Scurto’s affidavit contained significant errors: providing the wrong name for one of the boxers and identifying the Lucky Inn bartender as a man, when the proprietor says she never has had a male employee. Murphy knows the place well enough to say the headcount given in the affidavit is inflated by multiples. On the night in question, the Lucky Inn’s gross revenues were $337.
Shortly before the scheduled trial in March 2015, Murphy says, Ordeanu emailed him an additional exhibit, well after discovery ended, saying somehow it wasn’t in the original package in discovery. But Murphy noticed immediately that it was a revised version of one he’d received earlier, and now it had the boxer named correctly.
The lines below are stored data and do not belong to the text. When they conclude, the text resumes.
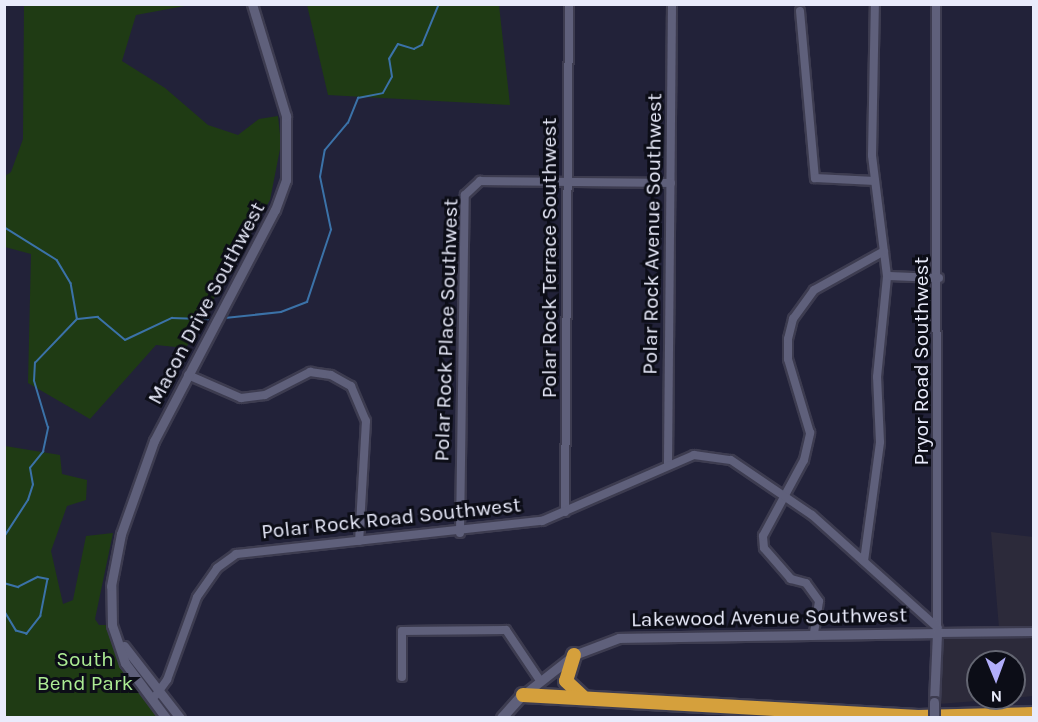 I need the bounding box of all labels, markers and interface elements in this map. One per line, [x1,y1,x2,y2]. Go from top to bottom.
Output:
street label: Polar Rock Avenue Southwest [637,93,667,375]
street label: Polar Rock Terrace Southwest [536,118,562,398]
street label: Macon Drive Southwest [142,197,270,409]
street label: Polar Rock Place Southwest [429,198,463,462]
street label: Pryor Road Southwest [908,257,934,465]
street label: Polar Rock Road Southwest [260,492,522,544]
street label: Lakewood Avenue Southwest [631,602,907,632]
park label: South Bend Park [37,646,133,696]
north arrow [966,650,1026,710]
text: N [990,687,1002,706] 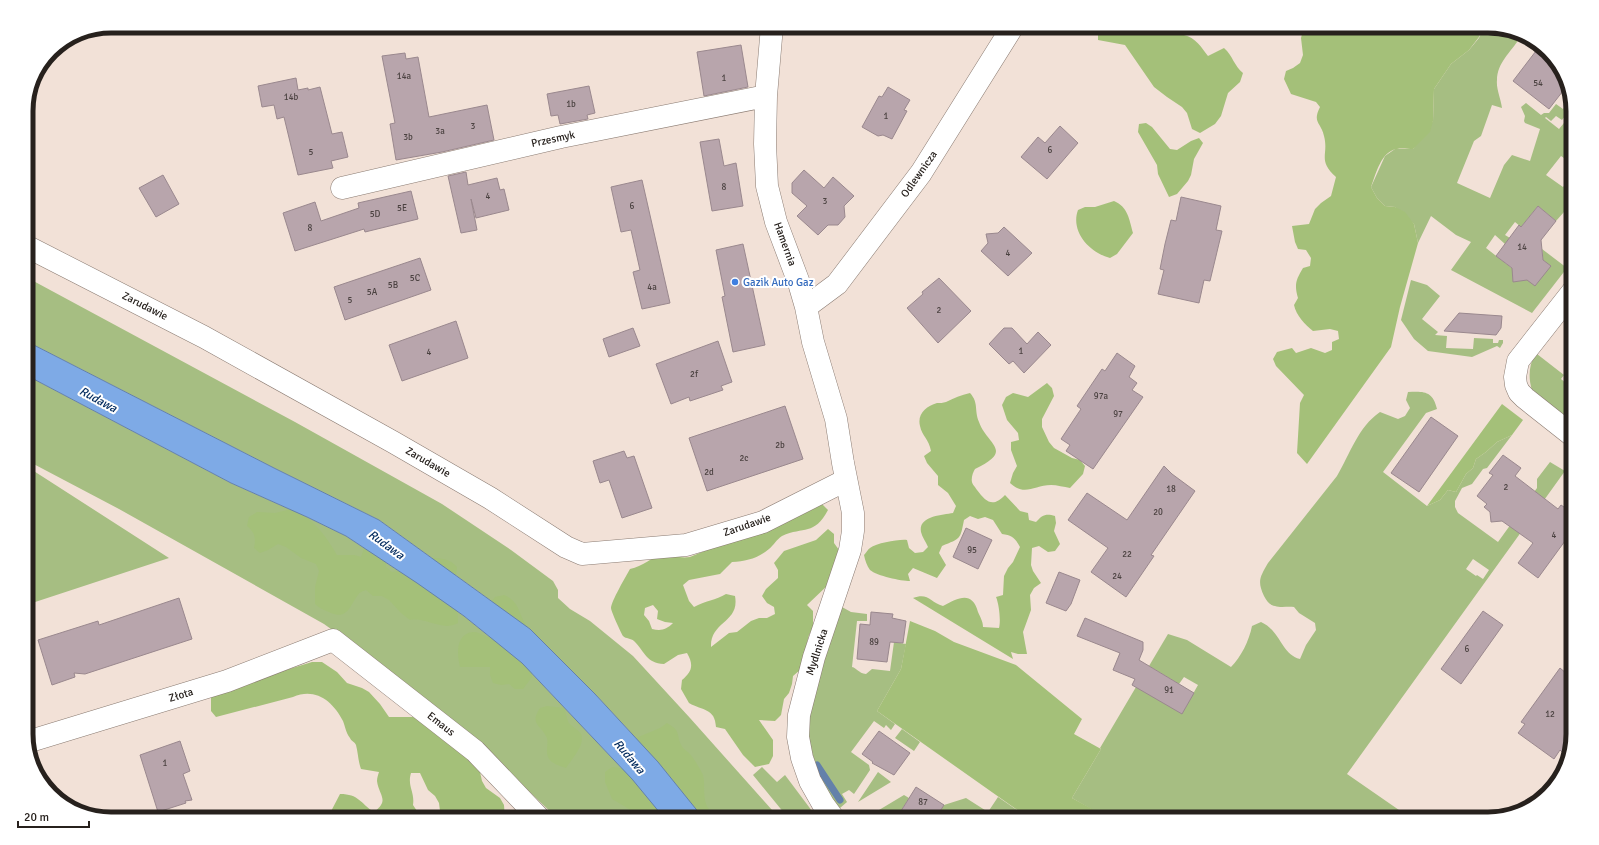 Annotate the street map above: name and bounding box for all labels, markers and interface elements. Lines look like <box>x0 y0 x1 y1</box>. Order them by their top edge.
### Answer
house number: 14a <box>397 71 412 82</box>
house number: 1 <box>722 73 727 84</box>
house number: 54 <box>1533 78 1543 89</box>
house number: 14b <box>284 92 298 103</box>
house number: 1b <box>566 99 576 110</box>
house number: 1 <box>884 111 889 122</box>
house number: 3 <box>471 121 476 132</box>
house number: 3a <box>435 126 445 137</box>
street label: Przesmyk <box>530 128 577 150</box>
house number: 3b <box>403 132 413 143</box>
house number: 6 <box>1048 145 1053 156</box>
house number: 5 <box>309 147 314 158</box>
street label: Odlewnicza <box>898 148 940 200</box>
house number: 8 <box>722 182 727 193</box>
house number: 4 <box>486 191 491 202</box>
house number: 3 <box>823 196 828 207</box>
house number: 6 <box>630 201 635 212</box>
house number: 5E <box>397 203 407 214</box>
house number: 5D <box>370 209 381 220</box>
street label: Hamernia <box>771 220 799 268</box>
house number: 8 <box>308 223 313 234</box>
house number: 14 <box>1517 242 1527 253</box>
house number: 4 <box>1006 248 1011 259</box>
house number: 5C <box>410 273 421 284</box>
place label: Gazik Auto Gaz <box>743 276 814 289</box>
marker: Gazik Auto Gaz <box>730 277 740 287</box>
house number: 5B <box>388 280 398 291</box>
house number: 4a <box>647 282 657 293</box>
house number: 5A <box>367 287 378 298</box>
street label: Zarudawie <box>120 289 170 323</box>
house number: 5 <box>348 295 353 306</box>
house number: 2 <box>937 305 942 316</box>
house number: 1 <box>1019 346 1024 357</box>
house number: 4 <box>427 347 432 358</box>
house number: 2f <box>690 369 699 380</box>
water label: Rudawa <box>77 384 120 417</box>
house number: 97a <box>1094 391 1109 402</box>
house number: 97 <box>1113 409 1123 420</box>
house number: 2b <box>775 440 785 451</box>
street label: Zarudawie <box>403 444 453 480</box>
house number: 2c <box>739 453 749 464</box>
house number: 2d <box>704 467 714 478</box>
house number: 2 <box>1504 482 1509 493</box>
house number: 18 <box>1166 484 1176 495</box>
house number: 20 <box>1153 507 1163 518</box>
street label: Zarudawie <box>721 511 773 539</box>
water label: Rudawa <box>365 527 408 563</box>
house number: 4 <box>1552 530 1557 541</box>
house number: 95 <box>967 545 977 556</box>
house number: 22 <box>1122 549 1132 560</box>
house number: 24 <box>1112 571 1122 582</box>
street label: Mydlnicka <box>803 627 831 677</box>
house number: 89 <box>869 637 879 648</box>
house number: 6 <box>1465 644 1470 655</box>
street label: Złota <box>167 685 195 705</box>
house number: 91 <box>1164 685 1174 696</box>
street label: Emaus <box>425 709 458 739</box>
house number: 12 <box>1545 709 1555 720</box>
water label: Rudawa <box>610 737 648 778</box>
house number: 1 <box>163 758 168 769</box>
house number: 87 <box>918 797 928 808</box>
scale bar <box>18 803 89 829</box>
text: 20 m <box>24 810 49 825</box>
It was notarized and had the same date as the original affidavit: May 7, 2012.
“This last-minute, shameless attempt to alter evidence makes clear the exact value of Mr. Scurto and his affidavit as evidence: precisely zero,” Murphy wrote in his trial brief.
Neither Scurto nor Ordeanu responded to interview requests.
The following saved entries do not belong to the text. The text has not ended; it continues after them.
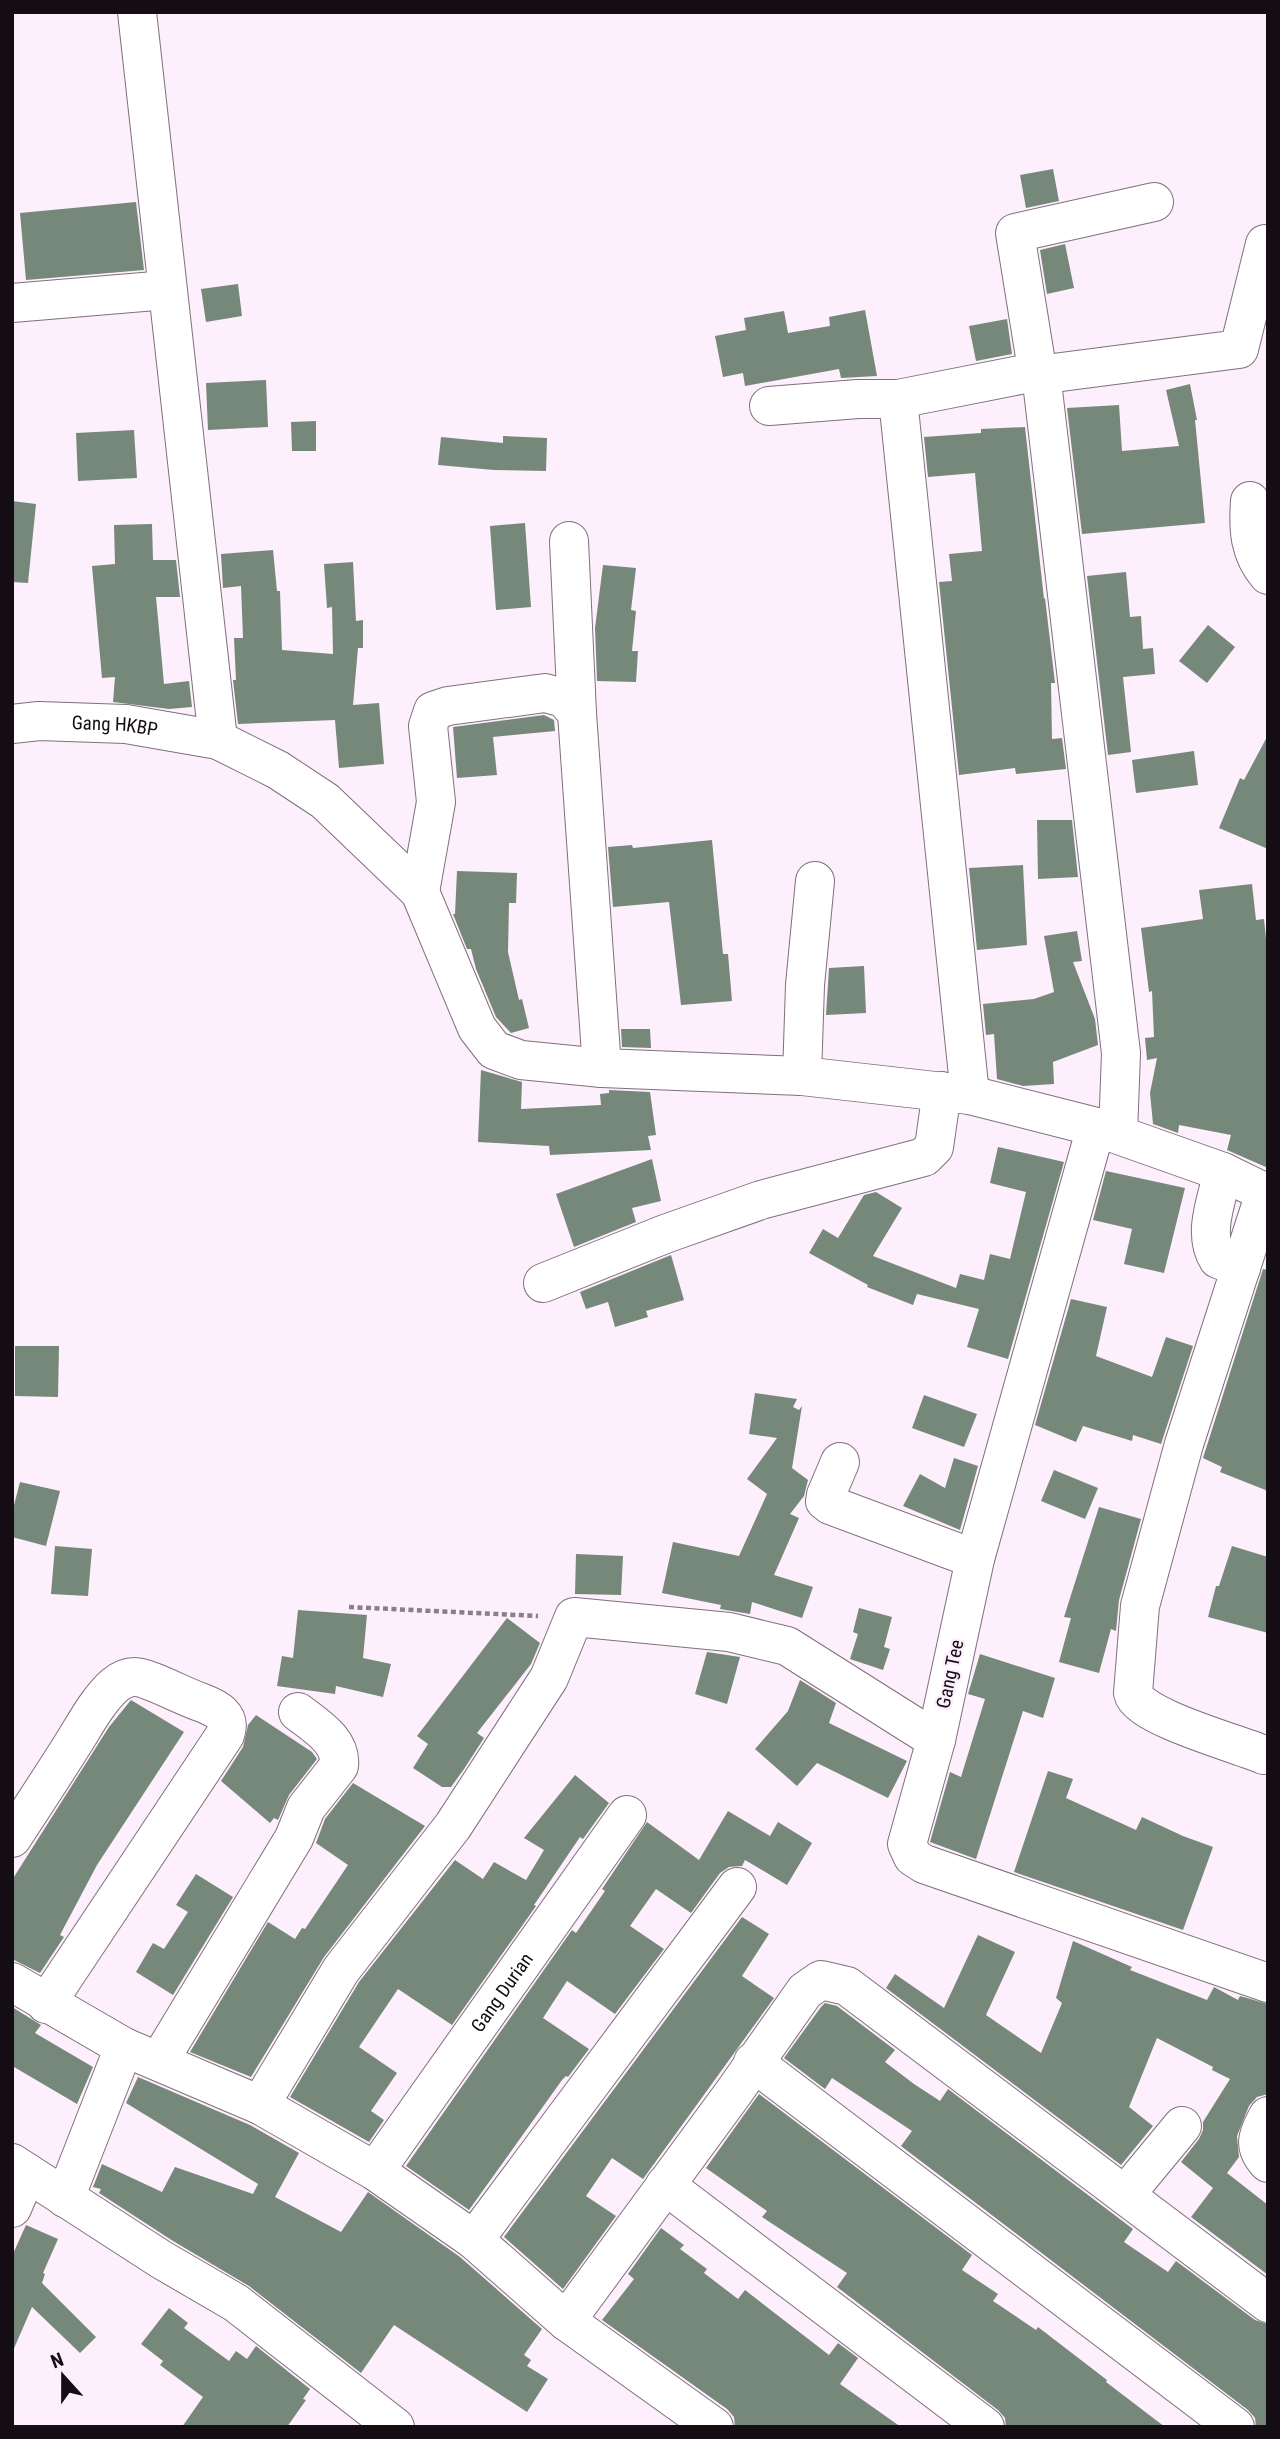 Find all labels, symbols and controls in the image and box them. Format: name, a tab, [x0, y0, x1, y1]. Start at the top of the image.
street label: Gang HKBP	[71, 711, 159, 741]
street label: Gang Tee	[932, 1637, 969, 1710]
street label: Gang Durian	[466, 1948, 537, 2036]
north arrow	[28, 2341, 98, 2411]
text: N	[48, 2348, 67, 2373]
In 2010, because of widespread abuses by third-party contractors, among other problems, DirecTV entered a settlement agreement with all 50 states and the District of Columbia. The company paid a $13.5 million penalty and promised remedies, including better oversight of the contractors. And lawyers for businesses swept up in anti-piracy efforts have filed counterclaims alleging breaches of that agreement.
“DirecTV knew installers were putting residential setups in these small businesses and told them to go ahead and do it,” says Wright, the Dallas litigator, who has about 20 such clients in state courts in cases brought by Julie Lonstein, Riley’s significant competitor in New York. Lonstein declined to be interviewed for this article.
Wright has alleged in pleadings, based on discovery, that DirecTV knew residential accounts were being set up in businesses and approved of it or did nothing to correct the problems. She deposed an installer who said it was simpler to do residential installations. And those residential accounts are maintained for years until Riley, Lonstein or other lawyers send in their investigators.
“We’re declining comment, but thanks for reaching out,” wrote Robert G. Mercer, at the time the senior director of public relations at DirecTV, in an email response to a request for an interview.
But questions are coming more frequently as defense lawyers are collaborating. And lawyers in California and Illinois have alerted their attorneys general of possible violations of the 2010 agreement.
The 8 Ball tavern likely will end up filing a countersuit for malicious prosecution, Libarle says. And his client Graham does not fear the hammer of costs, fees and strict liability.
“I’m not in this for money,” Graham says. “I want to expose the problem and make it easier for others to expose this BS.”